Scripts

The scripts make use of the package PyCampbellCR1000 (on an updated fork) - this works for CR3000 loggers as well. The documentation for this package can be found here: https://pycampbellcr1000.readthedocs.io/en/latest/

To see the API and source code for these scripts, go to api.

Various settings used in these scripts can be set/changed in the config file: ncas-energy-balance-1-software/energy_balance/etc/config.ini. This includes input/output file paths and settings for netcdf global attributes. This is explained on the config page.

Note

To change the default config settings, provide your own config file by setting the environment variable CONFIG as the file path to your file. e.g.

$ export CONFIG='path/to/my/config.ini'

Note

To find your datalogger URL you must know:
  • The path to the port and the baud rate of the port. (URL = ‘serial:path:baudrate’ e.g. ‘serial:/dev/ttyUSB0:115200’)

  • For serial connections, You can also provide the byte size, parity and stop bits if required, this is assumed to be ‘8N1’ if not provided. (e.g. ‘serial:/dev/ttyUSB0:115200:8N1’)

  • It may also be possible to connect via tcp (URL = ‘tcp:host-ip:port’), however this is experimental and serial is recommended.

Use the -h option on any script to see the command line arguments available.

1. download_data.py:

  • Created to be set up as a cron job every 5 minutes (or another time interval). This downloads data from tables on the logger and saves to a daily csv file. Doing this provides a stream of data and saving as daily files allows netCDF files to easily be created.

  • If the command line argument -t is present, the script will update the logger time at midnight, to prevent the logger time drifting. So if set up to run on an interval with a cron job (that will run at midnight), the logger clock will be reset daily.

  • The files are made in the directory specified in the config file, under logger_csv_path, under another directory named after the table e.g. <logger_csv_path>/SoilMoisture/SoilMoisture_2021-07-21.csv

  • The datalogger URL must be set in the config file e.g. serial:/dev/ttyUSB0:115200 or tcp:host-ip:port (see above note explaining this.)

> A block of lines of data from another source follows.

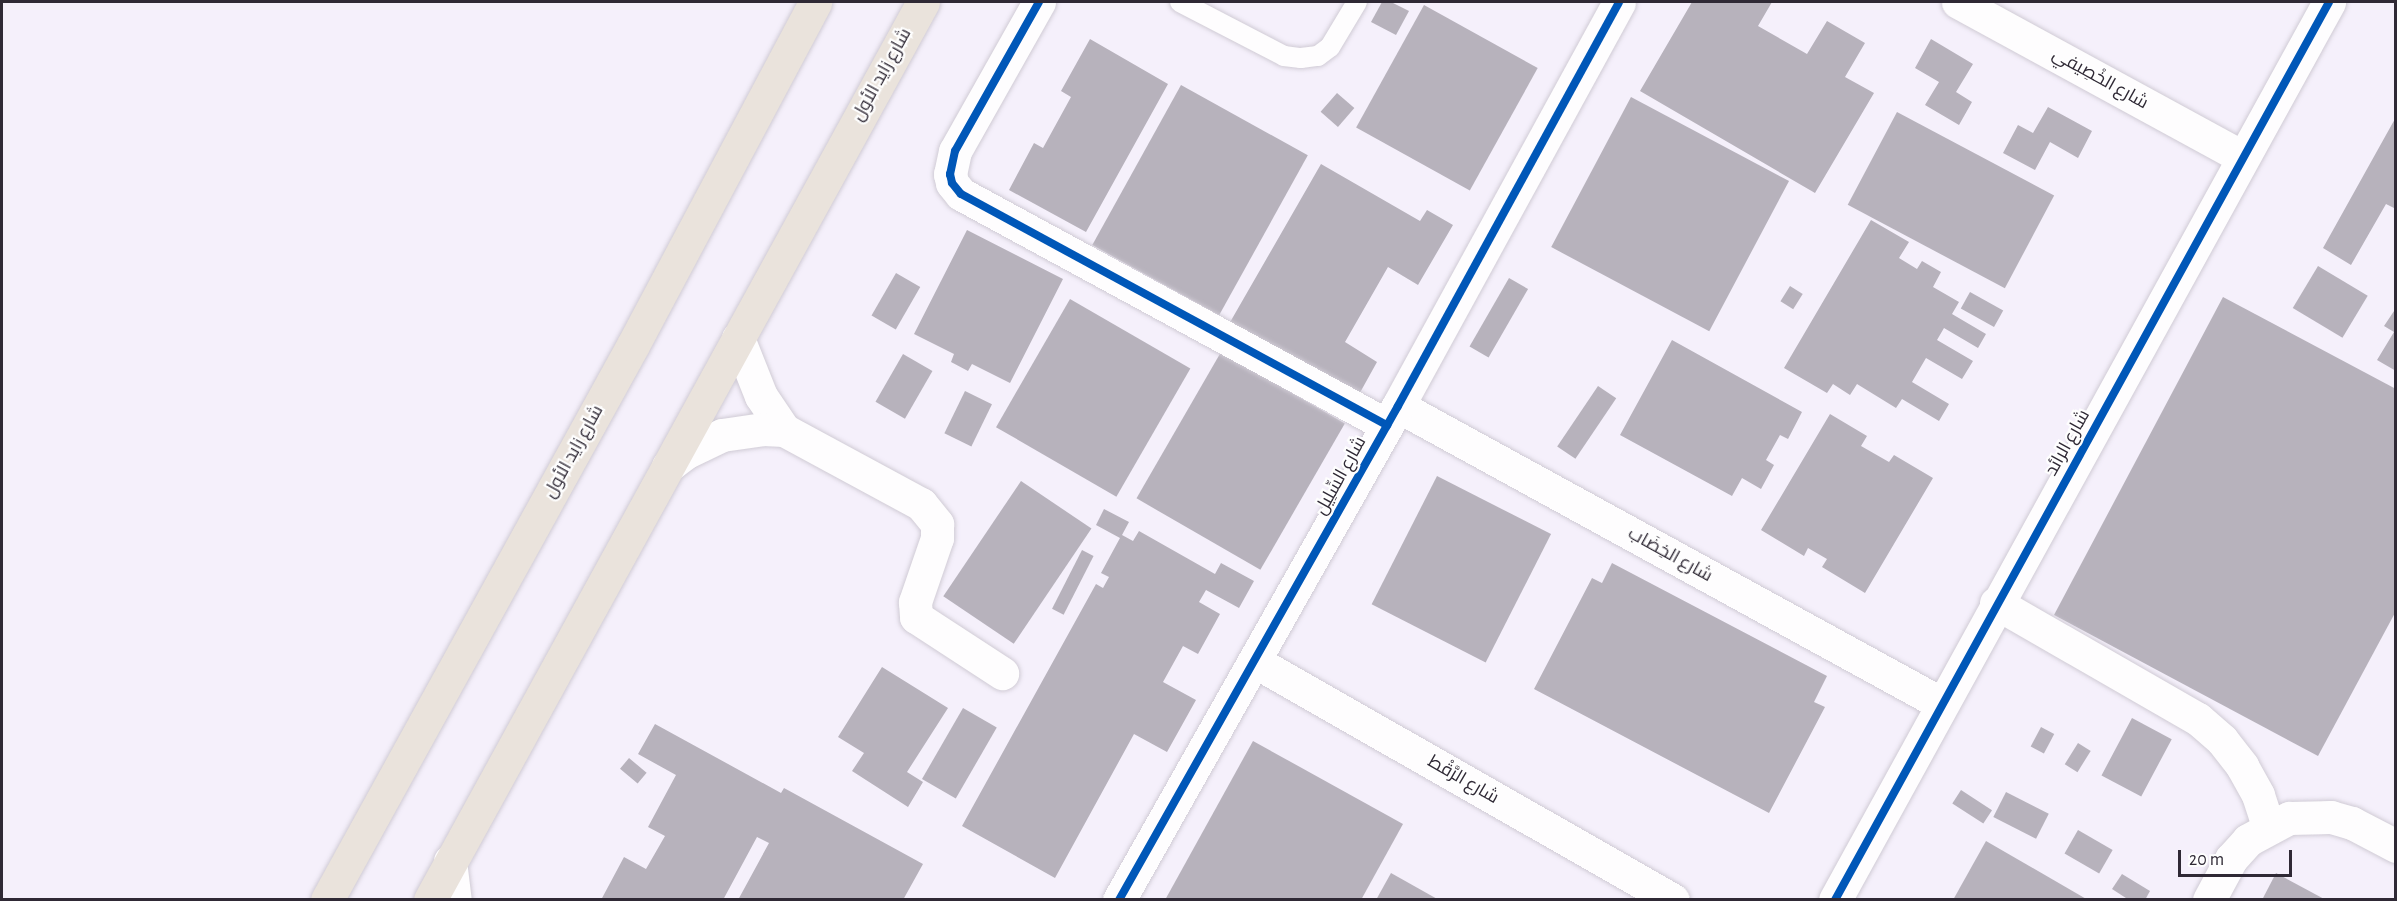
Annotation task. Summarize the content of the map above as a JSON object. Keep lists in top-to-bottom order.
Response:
{
  "streets": {
    "main road": ["شارع زايد الأول"],
    "street": [
      "شارع الخْصِيفي",
      "شارع الرائد",
      "شارع السِّلِيل",
      "شارع الخِضَاب",
      "شارع الرَّقْط"
    ]
  },
  "crossings": [
    ["شارع الخْصِيفي", "شارع الرائد"],
    ["شارع الرائد", "شارع الخِضَاب"],
    ["شارع السِّلِيل", "شارع الخِضَاب"],
    ["شارع السِّلِيل", "شارع الرَّقْط"]
  ],
  "scale_bar": "20 m"
}
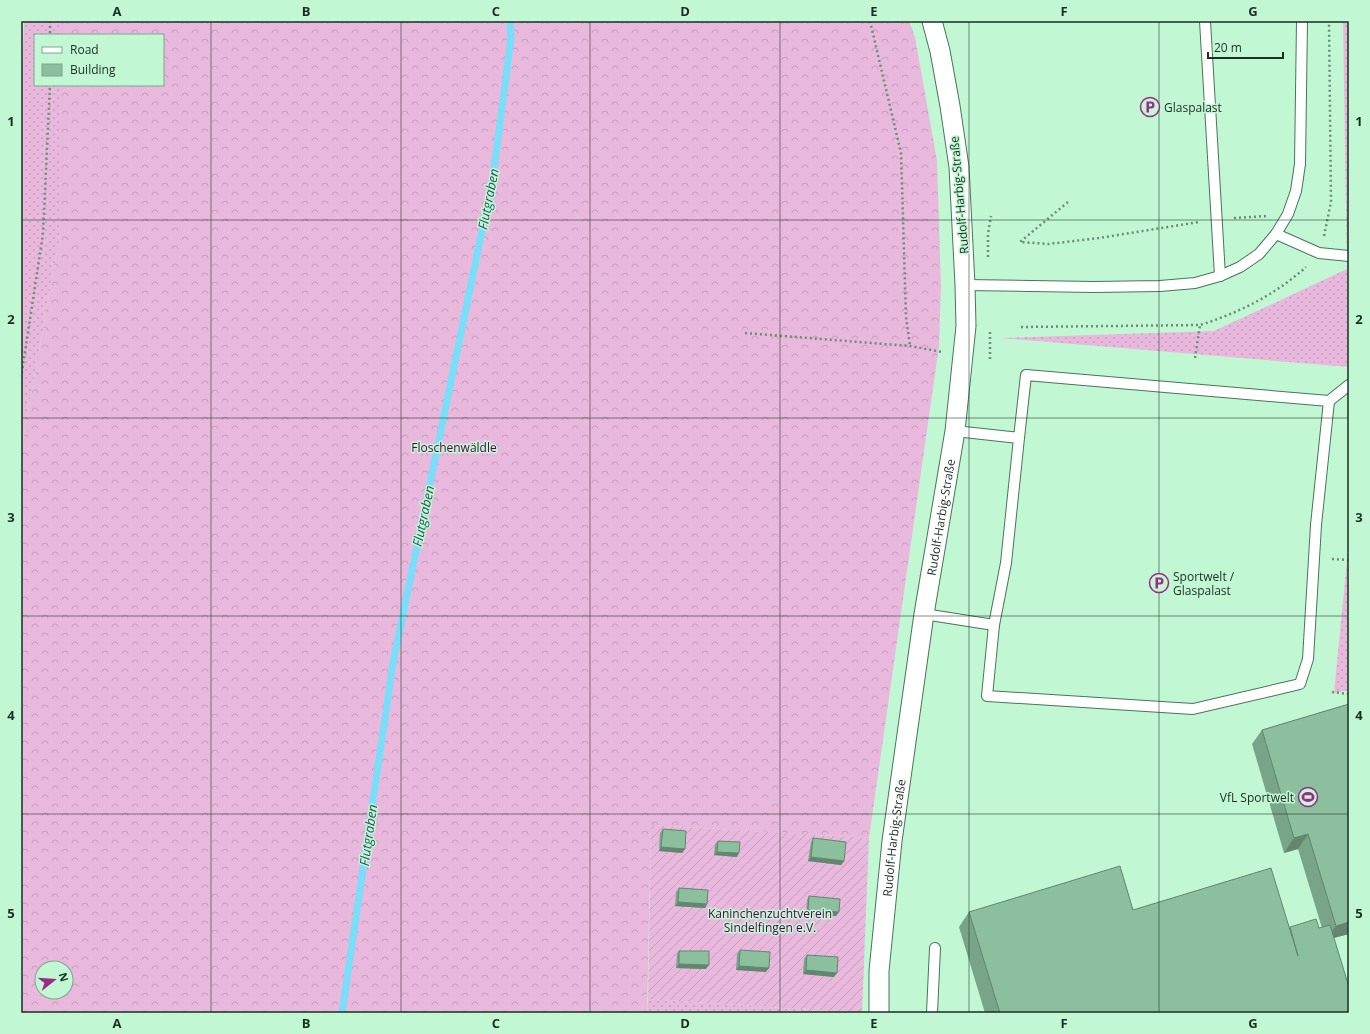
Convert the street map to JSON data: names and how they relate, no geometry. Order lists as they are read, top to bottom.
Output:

  • Edit logger_tables in the config file to change the tables downloaded. The default tables are Housekeeping, GPS_datetime, SoilTemperature, SoilMoisture, SoilHeatFlux and Radiation, these are AMOF specific.

To run once:

$ cd energy_balance/scripts
$ python download_data.py

This will produce an output if successful, example given below, showing how many records were found (repeated for each table):

Your download is starting.
Packet 0 with 13 records
Packet 1 with 14 records
Packet 2 with 14 records
---------------------------
41 new records were found

To set up a cron job:

$ crontab -e

Add a command, such as the one below, to this file:

*/5 * * * * . /home/pi/ncas-energy-balance-1-software/venv/bin/activate && /home/pi/ncas-energy-balance-1-software/energy_balance/scripts/download_data.py >> /home/pi/campbell_data/data-download-cron.log 2>&1

The section . /home/pi/ncas-energy-balance-1-software/venv/bin/activate activates the virtual environment. This sets this script running every 5 minutes. The first file path needs to point to your virtual environment and the second to the location of the script. The final file path points to the location at which to write a log file. This can be excluded if this is not required.

The command:

$ crontab -l

will list cron jobs you have set up.

By using download_data.py -t, instead of just download_data.py, the logger time will be updated at midnight.

2. download_data_by_date.py:

  • Intended to be used to bulk download data over a range of days.

  • Useful if system has been turned off/ was down etc.

  • This downloads data from tables on the logger and saves to a daily csv file.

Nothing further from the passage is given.